#6 Recenzja "Eleonora & Park" Rainbow Rowell.

Witajcie kochani.

Taka mała informacja postanowiłam, że zmienię dni dodawania postów. Będą to teraz niedziele i środy. :)

Dziś przychodzę do Was z recenzja książki, którą jako drugą przeczytałam w styczniu. Serdecznie zapraszam.

Eleonora i Park - Rainbow Rowell.





Tytuł oryginału: Eleanor & Park
Data wydania: 16 marca 2015
Liczba stron: 340
Wydawnictwo: Otwarte Moondrive.

"To była najmilsza rzecz jaką mogła sobie wyobrazić. To sprawiło, że chciała urodzić jego dzieci i oddać mu obie swoje nerki."

Opis książki: Eleonora… nie sposób jej nie zauważyć: rude włosy, dziwne ciuchy. Czyta mu przez ramię. Uważa Romea i Julię za bogate dzieciaki, które dostawały wszystko, co chciały. Najbardziej nie lubi weekendów, bo spędza je bez niego.

Park… Dobrze mu w czerni. Denerwuje się, gdy musi prowadzić samochód w obecności taty. Uwielbia imię Eleonory i nie skróciłby go ani o sylabę. Wie, która piosenka jej się spodoba, zanim ona zacznie jej słuchać. Śmieje się z jej dowcipów, zanim ona dotrze do puenty.

Oto tocząca się w ciągu jednego roku szkolnego opowieść o dwojgu szesnastolatkach urodzonych pod nieszczęśliwą gwiazdą – dość mądrych, by zdawać sobie sprawę, że pierwszej miłości prawie nigdy nie udaje się przetrwać, ale na tyle odważnych i zdesperowanych, by dać jej szansę.

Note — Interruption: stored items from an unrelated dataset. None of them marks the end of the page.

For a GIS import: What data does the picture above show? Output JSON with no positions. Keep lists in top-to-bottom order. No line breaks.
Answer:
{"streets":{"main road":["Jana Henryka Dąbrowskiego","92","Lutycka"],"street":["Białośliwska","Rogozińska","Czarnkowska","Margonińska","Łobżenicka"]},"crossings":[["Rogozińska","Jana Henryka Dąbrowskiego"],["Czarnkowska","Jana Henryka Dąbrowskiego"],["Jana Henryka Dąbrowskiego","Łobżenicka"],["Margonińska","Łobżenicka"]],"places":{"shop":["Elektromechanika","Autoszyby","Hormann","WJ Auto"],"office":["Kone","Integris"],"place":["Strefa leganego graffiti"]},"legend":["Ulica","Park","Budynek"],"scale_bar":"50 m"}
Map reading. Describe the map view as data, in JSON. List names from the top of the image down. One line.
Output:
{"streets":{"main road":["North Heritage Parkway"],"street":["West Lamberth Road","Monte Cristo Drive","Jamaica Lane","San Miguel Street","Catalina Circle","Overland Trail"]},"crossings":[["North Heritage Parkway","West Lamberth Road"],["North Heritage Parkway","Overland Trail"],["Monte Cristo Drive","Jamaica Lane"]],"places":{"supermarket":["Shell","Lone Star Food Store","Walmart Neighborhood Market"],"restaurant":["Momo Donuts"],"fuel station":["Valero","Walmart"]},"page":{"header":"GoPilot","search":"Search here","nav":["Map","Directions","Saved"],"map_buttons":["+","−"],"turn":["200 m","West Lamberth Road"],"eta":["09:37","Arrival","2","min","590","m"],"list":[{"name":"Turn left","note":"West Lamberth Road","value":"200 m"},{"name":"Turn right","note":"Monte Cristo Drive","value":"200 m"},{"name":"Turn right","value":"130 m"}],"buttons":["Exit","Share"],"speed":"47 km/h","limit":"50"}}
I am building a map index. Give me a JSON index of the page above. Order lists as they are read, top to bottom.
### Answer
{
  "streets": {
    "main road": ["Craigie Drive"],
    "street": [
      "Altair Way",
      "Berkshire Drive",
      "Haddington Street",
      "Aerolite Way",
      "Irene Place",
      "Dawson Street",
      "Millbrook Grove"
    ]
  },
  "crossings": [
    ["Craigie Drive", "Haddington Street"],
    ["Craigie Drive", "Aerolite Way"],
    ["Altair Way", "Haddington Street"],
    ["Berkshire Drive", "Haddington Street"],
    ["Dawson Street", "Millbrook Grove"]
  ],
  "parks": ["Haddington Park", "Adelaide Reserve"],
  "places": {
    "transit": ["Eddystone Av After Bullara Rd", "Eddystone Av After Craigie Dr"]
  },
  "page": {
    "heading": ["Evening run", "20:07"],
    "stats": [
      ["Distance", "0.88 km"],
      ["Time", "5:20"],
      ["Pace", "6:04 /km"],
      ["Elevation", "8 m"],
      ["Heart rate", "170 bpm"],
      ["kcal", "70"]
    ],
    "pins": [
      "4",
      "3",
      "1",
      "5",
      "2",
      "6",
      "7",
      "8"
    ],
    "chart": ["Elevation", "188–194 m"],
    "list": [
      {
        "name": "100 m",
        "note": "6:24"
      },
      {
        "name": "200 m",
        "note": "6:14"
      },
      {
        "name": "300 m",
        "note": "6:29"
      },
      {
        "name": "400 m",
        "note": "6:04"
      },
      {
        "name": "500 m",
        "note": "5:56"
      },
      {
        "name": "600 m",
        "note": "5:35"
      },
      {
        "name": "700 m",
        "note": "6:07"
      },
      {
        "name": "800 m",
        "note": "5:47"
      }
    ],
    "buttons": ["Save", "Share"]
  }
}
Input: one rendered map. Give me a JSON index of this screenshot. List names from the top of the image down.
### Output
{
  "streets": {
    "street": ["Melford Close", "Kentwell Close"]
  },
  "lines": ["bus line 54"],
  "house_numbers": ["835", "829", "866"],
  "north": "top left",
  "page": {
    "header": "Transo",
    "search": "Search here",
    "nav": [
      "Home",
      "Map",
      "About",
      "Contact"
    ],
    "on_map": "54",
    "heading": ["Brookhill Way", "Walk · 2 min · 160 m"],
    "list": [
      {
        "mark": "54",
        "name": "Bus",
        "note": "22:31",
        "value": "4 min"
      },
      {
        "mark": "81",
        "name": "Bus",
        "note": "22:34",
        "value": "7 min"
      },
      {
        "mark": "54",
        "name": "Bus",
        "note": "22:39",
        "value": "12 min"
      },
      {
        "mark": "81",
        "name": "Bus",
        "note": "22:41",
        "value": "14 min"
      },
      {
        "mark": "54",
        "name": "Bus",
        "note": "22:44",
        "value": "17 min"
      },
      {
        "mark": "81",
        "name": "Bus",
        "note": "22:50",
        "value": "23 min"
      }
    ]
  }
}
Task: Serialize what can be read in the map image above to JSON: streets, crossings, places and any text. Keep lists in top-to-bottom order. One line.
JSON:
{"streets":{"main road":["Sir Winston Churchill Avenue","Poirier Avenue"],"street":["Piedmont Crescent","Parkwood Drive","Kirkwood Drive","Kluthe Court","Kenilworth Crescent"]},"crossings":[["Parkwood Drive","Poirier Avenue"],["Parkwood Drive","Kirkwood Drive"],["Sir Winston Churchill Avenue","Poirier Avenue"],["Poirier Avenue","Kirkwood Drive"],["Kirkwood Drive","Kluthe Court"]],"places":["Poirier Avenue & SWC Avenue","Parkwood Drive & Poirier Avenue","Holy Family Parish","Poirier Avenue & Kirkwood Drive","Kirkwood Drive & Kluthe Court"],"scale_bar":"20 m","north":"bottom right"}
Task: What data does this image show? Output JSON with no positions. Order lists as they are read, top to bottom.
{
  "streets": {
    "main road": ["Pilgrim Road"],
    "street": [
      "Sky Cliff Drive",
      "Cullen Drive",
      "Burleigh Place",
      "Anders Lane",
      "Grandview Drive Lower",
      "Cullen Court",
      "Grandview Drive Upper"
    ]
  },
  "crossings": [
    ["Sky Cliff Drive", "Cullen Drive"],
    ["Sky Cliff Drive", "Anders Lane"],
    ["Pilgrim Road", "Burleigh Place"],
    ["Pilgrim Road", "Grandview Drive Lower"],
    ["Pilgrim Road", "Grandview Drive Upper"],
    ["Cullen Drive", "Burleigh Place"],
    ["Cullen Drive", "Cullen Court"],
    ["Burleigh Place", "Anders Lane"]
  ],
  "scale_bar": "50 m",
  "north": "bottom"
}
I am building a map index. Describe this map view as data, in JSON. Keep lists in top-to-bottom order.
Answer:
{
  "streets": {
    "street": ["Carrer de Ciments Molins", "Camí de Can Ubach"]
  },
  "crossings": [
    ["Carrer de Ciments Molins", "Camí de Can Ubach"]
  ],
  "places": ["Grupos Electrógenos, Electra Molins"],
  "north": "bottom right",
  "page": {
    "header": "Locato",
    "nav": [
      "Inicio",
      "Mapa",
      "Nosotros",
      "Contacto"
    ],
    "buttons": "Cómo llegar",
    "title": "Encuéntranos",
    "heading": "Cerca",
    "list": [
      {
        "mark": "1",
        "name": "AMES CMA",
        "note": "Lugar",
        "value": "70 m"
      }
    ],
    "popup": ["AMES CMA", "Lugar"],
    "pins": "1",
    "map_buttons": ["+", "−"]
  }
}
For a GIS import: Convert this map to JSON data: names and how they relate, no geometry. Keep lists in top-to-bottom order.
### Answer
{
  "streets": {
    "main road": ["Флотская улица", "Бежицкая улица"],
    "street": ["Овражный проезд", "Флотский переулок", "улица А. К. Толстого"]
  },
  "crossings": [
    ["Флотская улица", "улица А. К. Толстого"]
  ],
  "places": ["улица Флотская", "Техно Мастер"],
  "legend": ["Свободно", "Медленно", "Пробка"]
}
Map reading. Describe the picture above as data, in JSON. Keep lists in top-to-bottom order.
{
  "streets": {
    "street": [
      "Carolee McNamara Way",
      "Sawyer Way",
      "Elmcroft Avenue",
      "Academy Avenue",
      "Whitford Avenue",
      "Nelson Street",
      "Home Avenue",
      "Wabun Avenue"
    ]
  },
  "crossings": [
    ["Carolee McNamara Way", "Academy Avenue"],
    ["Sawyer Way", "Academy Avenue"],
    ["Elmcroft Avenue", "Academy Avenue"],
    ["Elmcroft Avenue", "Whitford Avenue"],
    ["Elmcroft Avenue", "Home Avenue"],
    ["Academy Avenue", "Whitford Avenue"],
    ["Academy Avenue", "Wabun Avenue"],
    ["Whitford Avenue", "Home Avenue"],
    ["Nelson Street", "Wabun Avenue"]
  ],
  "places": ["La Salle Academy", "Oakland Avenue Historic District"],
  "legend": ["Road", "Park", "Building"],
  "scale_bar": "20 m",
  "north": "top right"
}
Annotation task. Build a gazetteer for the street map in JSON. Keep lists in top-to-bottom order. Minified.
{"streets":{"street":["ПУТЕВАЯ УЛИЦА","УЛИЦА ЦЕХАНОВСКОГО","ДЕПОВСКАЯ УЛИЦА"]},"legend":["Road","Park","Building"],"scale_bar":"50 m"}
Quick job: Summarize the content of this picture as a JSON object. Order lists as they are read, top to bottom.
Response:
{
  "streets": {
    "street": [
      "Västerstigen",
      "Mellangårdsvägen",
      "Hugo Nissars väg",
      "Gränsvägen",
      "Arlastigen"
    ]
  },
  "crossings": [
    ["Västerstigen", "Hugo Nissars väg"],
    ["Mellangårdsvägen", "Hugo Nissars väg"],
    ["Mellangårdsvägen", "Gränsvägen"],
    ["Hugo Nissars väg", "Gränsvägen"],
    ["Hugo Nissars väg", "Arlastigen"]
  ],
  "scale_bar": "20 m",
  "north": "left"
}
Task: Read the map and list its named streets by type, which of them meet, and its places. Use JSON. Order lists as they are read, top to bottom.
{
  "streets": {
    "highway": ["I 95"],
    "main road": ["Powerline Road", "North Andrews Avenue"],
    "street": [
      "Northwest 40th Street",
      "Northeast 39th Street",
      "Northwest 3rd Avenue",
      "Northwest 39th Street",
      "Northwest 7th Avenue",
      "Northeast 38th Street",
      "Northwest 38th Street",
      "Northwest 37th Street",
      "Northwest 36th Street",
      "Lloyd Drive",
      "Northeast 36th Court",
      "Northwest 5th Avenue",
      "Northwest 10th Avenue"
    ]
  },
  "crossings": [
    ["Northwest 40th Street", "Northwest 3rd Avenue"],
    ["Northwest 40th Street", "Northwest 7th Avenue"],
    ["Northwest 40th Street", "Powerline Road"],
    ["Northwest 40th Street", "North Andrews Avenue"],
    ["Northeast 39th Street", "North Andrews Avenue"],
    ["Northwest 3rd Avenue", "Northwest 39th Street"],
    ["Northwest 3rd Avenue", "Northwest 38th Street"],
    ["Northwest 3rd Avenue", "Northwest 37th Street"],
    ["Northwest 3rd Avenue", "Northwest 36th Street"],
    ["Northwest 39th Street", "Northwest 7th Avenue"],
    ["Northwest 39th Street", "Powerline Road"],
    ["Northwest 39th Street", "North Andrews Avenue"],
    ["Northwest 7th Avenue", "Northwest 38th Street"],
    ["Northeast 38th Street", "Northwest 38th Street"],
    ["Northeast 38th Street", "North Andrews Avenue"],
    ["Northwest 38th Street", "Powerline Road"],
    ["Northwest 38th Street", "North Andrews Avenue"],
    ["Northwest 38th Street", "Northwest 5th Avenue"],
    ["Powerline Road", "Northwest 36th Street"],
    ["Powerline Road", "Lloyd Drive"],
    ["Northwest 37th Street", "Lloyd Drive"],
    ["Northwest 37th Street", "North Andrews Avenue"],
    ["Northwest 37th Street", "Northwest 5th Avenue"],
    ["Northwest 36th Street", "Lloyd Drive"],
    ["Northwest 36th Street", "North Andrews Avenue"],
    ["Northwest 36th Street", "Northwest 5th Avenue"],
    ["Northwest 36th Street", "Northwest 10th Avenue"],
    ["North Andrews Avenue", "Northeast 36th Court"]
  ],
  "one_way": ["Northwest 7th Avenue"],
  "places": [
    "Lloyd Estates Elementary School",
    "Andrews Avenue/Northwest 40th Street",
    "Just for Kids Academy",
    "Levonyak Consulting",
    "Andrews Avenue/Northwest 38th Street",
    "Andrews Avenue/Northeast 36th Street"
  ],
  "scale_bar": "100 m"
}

"Trzymanie dłoni Eleonory było jak trzymanie motyla. Albo bijącego serca. Jak trzymanie czegoś doskonałego i pełnego życia."

Eleonora i Park to typowo młodzieżowa książka choć nie z szablonowym schematem. Bohaterowie poznają się nie w szkole a w szkolnym autobusie. Na początku się nie bardzo lubią ale z czasem sie do siebie przekonują i zakochują. Większość scen bohaterów razem są własnie w tym autobusie, jednak ich przeżycia i odczucia są osobno opisywane.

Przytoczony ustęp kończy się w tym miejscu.